Manhaj Ahlus Sunnah Wal Jama'ah Dalam Menerima Dan Mengambil Dalil

Termasuk dari prinsip ‘Aqidah Salafush Shalih, Ahlus Sunnah wal Jama'ah : Dalam manhaj talaqqi (menerima) dan istidlal (mengambil dalil) yaitu ittiba' (mengikuti) apa yang datang dari Kitabullah dan Sunnah Nabi-Nya saw yang shahih baik secara zhahir maupun bathin, serta taslim (berserah diri) kepada Sunnah Nabi saw. Allah Ta'ala berfirman, "Dan tidaklah patut bagi laki-laki yang mukmin dan tidak (pula) bagi perempuan yang mukminah, apabila Allah dan Rasul-Nya telah menetapkan suatu ketetapan, akan ada bagi mereka piluhan (yang lain) tentang urusan mereka. Dan barang siapa mendurhakai Allah dan Rasul-Nya maka sungguhla dia telah sesat, sesat yang nyata." (Al-Ahzaab : 36)

Nabi bersabda, "Saya tinggalkan dua perkara, kamu tidak akan tersesat selama kamu berpegang teguh pada keduannya, yaitu " Khitabullah dan Sunnah Rasul-Nya." (Shahih, hadits diriwayatkan oleh al-Hakim dalam kitab al-Mutstadrak dan dishahihkan oleh Imam al-Albani dalam kitab al-Misykat) (Dari Malik bin Anas secara mursal, tercantum dalam al-Muwaththa' no. 1619, mempunyai hadits penguat yang dikeluarkan oleh al-Hakim dalam al-Mustadrak (I/93) dari Sahabat Abu Hurairah dan Ibnu Abas. Dihasankan oleh Syaikh al-Albani dalam Misykaatul Mashaabiih jili I, bab al I'tishaam bil Kitaabi was Sunnah ni.186 (47) dan dicantumkan juga pembahasan tentang penguat hadits tersebut dalam Silsilatul Ahaadiitsish Shahiihah, Jilid IV hal. 355-361.)
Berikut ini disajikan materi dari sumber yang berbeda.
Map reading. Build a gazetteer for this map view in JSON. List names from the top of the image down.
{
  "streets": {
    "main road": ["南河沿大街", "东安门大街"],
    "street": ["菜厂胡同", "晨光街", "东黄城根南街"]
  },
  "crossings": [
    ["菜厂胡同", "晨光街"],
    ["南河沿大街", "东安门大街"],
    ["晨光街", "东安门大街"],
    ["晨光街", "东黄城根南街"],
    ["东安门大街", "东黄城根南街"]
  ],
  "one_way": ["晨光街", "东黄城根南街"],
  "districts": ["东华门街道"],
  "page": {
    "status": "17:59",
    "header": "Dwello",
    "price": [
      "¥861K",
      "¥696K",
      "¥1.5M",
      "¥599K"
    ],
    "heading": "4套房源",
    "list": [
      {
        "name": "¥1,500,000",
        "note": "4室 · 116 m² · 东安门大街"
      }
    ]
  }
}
Ahlus Sunnah wal Jama'ah tidak mengatakan "Khitabullah kemudian Sunnah Rasul-Nya saw akan tetapi mereka mengatakan : Khitabullah dan Sunnah Rasul-Nya secara bersamaan," karena as-Sunnah bergandengan dengan Kitabullah. Alasan lainnya juga dikarenakan Allah telah mewajibkan semua hamba-Nya untuk taat kepada Rasul-Nya, sedang Sunnahnya saw menjelaskan makna yang dikehendaki Allah Ta'ala dalam Kitabullah.
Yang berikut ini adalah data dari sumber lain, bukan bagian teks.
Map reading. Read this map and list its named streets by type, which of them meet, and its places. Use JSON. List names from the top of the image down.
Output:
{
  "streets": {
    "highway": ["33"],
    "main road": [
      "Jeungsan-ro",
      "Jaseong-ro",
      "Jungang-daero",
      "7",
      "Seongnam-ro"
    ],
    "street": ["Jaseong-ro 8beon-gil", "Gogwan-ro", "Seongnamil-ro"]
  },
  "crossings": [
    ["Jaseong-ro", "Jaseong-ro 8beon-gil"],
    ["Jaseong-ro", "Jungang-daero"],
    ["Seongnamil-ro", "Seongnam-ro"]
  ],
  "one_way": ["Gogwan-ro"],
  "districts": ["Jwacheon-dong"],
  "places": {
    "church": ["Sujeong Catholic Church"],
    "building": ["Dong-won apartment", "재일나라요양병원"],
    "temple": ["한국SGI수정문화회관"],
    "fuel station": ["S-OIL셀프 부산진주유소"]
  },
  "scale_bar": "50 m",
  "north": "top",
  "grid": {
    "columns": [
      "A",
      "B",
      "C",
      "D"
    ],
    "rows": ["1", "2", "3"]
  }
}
Kemudian Ahlus Sunnah wal Jama'ah setelah itu mengikuti apa yang ditempuh oleh para sahabat baik dari kalangan orang-orang Muhajirin dan Anshar secara umum, dan Khulafa-Ur Rasyidiin
Secara khusus. Nabi saw mewasiatkan kepada ummatnya agar mengikuti para Khulafaur Rasyidiin secara khusus kemudian mengikuti generasi berikutnya yaitu tiga generasi pertama yang dimuliakan, Rasulullah saw bersabda, "Hendaklah kalian berpegang teguh pada Sunnahku dan Sunnah para Khulafa-ur Rasyidiin yang telah mendapatkan petunjuk. Berpegang teguhlah padanya dan gigitlah ia dengan gigi geraham. Dan hati-hatilah kalian dengan perkara-perkara yang baru (dalam agam), karena sesungguhnya segala sesuatu yang baru (dalam agama) adalam bid'ah dan segala yang bid'ah adalah sesat" (Shahih Sunan Abi Dawud oleh Imam al-Albani) (HR. Ahmad (IV/126-127), Abu Dawud no.4607, ar-Tarmidzi no.2676, dan al-Hakim (I/95), dishahihkan dan disepakati oleh Imam adz-Dhahibi. Lihat keteranggan hadits selengkapnya di dalam Iirwaa-ul Ghaliil no.2455 oleh Syaikh Al-Albani.)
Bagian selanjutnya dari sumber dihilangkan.